Directions for this task :: Search the records below for the word "strokeStyle". Copy each line where it occurs.

BEGIN Working data

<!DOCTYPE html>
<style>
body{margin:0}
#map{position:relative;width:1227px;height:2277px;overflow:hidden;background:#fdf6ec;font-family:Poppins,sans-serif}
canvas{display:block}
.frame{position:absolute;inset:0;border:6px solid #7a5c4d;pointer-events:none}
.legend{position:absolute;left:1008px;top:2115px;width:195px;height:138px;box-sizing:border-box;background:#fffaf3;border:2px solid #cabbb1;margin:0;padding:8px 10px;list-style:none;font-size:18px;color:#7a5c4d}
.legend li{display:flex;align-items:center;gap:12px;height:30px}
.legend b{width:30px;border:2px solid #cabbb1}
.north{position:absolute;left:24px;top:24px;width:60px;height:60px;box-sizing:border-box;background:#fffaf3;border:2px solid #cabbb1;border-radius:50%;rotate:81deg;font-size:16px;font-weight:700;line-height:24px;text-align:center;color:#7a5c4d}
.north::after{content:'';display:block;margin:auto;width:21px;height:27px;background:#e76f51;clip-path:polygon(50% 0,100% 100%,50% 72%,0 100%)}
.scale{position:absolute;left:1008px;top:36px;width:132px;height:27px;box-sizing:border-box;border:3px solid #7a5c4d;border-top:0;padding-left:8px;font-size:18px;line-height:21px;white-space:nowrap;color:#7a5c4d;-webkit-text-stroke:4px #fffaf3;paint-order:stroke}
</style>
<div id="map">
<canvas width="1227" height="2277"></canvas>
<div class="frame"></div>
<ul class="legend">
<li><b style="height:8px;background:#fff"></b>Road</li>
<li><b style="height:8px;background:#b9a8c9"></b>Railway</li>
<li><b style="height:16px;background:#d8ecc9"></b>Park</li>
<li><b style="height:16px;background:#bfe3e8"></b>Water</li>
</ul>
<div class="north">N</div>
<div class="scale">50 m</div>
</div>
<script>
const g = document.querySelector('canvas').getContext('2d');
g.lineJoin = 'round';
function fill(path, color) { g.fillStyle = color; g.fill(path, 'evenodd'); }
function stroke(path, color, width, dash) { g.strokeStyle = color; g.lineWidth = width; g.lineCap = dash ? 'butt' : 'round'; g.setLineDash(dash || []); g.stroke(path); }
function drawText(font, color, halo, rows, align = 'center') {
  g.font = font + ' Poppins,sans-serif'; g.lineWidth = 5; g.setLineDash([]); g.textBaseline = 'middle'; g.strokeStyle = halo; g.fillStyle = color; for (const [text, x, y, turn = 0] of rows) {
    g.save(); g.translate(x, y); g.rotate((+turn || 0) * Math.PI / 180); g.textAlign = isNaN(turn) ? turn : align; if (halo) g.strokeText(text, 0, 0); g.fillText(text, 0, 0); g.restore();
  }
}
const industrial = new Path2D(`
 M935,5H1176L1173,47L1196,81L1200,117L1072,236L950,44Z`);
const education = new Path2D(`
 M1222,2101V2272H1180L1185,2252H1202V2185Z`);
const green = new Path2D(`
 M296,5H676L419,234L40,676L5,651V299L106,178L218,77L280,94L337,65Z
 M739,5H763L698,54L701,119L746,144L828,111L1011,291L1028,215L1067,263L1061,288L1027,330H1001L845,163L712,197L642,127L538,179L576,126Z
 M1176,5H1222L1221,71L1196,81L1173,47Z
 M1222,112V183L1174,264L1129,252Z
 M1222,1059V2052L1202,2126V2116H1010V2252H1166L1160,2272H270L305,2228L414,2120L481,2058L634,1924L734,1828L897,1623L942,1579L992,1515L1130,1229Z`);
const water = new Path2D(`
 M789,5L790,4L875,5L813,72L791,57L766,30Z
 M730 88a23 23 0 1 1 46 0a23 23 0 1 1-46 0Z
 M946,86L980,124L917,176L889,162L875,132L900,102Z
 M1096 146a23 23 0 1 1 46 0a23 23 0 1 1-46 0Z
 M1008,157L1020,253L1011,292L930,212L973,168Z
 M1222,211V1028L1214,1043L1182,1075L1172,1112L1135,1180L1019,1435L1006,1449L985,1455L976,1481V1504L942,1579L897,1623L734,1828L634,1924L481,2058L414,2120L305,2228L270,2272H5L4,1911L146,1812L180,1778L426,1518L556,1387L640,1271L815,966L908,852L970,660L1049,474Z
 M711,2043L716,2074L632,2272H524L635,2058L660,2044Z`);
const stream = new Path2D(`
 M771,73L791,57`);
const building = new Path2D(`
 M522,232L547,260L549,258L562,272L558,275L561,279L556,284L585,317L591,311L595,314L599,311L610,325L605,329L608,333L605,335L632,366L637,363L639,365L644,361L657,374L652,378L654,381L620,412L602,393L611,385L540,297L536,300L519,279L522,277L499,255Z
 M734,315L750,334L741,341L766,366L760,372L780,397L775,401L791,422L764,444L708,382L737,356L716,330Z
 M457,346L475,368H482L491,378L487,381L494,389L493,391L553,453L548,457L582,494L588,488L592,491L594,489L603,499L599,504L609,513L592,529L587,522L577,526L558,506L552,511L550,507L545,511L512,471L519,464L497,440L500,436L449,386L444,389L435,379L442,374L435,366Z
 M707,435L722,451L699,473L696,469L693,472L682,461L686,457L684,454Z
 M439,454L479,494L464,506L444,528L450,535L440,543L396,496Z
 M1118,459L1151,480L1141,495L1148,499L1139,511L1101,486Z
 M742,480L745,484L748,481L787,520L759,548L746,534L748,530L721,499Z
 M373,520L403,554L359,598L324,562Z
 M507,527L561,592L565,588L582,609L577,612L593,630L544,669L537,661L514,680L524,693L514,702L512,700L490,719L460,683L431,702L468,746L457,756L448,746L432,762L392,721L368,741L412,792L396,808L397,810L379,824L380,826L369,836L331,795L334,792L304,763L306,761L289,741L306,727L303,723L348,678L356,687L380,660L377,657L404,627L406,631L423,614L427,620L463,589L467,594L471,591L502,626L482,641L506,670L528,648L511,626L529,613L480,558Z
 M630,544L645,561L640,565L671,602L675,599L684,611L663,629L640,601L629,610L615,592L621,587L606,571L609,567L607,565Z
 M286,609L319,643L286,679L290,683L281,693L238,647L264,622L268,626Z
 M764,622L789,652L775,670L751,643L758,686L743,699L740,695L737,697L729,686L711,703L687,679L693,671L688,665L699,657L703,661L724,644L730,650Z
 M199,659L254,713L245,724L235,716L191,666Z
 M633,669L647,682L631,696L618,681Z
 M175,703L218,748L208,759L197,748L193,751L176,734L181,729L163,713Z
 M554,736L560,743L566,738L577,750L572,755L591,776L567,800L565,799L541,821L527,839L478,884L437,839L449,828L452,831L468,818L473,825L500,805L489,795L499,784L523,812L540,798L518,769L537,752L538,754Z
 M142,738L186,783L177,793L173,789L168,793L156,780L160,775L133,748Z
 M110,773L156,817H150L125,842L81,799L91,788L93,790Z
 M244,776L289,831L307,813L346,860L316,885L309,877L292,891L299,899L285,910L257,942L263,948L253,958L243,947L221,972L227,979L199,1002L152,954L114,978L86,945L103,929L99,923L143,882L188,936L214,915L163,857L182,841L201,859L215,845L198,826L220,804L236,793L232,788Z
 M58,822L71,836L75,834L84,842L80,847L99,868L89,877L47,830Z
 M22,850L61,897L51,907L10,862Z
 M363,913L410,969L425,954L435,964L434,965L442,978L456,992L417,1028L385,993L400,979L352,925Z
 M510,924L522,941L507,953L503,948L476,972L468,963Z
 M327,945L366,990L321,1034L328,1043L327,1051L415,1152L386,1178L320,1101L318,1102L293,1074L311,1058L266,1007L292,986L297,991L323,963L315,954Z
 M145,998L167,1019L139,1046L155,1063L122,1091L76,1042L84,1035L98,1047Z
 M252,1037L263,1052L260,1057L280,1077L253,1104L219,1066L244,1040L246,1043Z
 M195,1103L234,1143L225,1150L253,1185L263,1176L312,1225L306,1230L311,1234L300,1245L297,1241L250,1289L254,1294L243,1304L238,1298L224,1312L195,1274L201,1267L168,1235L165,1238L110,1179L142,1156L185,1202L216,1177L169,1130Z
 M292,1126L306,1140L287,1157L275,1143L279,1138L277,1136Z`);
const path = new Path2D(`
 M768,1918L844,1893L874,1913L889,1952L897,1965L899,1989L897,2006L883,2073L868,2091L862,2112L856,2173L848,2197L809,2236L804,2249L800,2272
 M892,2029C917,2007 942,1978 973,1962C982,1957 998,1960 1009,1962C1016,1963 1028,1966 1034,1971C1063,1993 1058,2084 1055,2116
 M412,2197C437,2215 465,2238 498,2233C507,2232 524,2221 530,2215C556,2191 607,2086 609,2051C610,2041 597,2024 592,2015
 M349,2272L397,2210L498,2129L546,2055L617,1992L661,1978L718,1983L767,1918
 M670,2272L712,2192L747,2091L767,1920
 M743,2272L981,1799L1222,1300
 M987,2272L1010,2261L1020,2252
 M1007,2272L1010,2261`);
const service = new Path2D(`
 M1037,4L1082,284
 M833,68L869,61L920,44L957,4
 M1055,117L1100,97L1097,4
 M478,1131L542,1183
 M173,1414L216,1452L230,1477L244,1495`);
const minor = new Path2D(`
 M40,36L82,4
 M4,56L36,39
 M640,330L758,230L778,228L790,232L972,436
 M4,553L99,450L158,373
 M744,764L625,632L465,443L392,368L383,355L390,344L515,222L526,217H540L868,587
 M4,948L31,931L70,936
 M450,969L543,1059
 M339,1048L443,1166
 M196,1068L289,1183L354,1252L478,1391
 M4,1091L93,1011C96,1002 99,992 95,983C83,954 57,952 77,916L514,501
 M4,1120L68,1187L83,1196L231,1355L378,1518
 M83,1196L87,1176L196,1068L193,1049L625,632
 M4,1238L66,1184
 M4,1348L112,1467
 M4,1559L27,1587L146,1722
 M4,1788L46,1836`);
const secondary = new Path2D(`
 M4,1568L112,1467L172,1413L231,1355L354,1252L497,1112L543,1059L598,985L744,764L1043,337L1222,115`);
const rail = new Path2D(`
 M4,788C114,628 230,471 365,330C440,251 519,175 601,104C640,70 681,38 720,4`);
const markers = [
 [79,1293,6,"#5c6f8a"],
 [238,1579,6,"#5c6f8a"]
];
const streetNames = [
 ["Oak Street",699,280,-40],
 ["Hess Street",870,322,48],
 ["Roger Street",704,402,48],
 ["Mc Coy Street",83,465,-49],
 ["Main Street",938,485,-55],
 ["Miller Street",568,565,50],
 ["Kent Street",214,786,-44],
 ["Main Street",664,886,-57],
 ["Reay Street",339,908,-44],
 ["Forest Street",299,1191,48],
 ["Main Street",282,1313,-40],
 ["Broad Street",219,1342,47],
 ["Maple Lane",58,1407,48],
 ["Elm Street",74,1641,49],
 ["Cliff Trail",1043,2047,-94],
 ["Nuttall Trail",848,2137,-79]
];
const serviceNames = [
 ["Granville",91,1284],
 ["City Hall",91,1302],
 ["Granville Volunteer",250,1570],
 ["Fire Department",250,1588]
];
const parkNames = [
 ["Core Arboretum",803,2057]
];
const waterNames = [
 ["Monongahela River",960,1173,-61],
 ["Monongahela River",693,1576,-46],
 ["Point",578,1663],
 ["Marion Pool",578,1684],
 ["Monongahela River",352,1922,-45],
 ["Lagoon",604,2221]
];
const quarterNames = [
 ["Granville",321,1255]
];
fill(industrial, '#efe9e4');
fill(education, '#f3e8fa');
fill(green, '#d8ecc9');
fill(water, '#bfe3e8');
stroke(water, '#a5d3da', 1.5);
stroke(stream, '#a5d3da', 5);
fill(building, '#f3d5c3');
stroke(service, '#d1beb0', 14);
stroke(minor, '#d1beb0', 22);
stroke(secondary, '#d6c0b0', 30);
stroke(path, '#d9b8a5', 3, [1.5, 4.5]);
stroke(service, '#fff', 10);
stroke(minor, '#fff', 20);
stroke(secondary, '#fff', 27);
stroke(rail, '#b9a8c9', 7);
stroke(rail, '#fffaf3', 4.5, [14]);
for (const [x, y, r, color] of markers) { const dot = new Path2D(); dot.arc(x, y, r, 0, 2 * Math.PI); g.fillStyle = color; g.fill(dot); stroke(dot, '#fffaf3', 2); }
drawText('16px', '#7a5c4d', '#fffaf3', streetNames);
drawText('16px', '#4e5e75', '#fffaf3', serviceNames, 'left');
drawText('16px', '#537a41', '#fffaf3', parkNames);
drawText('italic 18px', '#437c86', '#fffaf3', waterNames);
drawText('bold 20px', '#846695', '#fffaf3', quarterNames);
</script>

END Working data

Expected answer ::
function stroke(path, color, width, dash) { g.strokeStyle = color; g.lineWidth = width; g.lineCap = dash ? 'butt' : 'round'; g.setLineDash(dash || []); g.stroke(path); }
  g.font = font + ' Poppins,sans-serif'; g.lineWidth = 5; g.setLineDash([]); g.textBaseline = 'middle'; g.strokeStyle = halo; g.fillStyle = color; for (const [text, x, y, turn = 0] of rows) {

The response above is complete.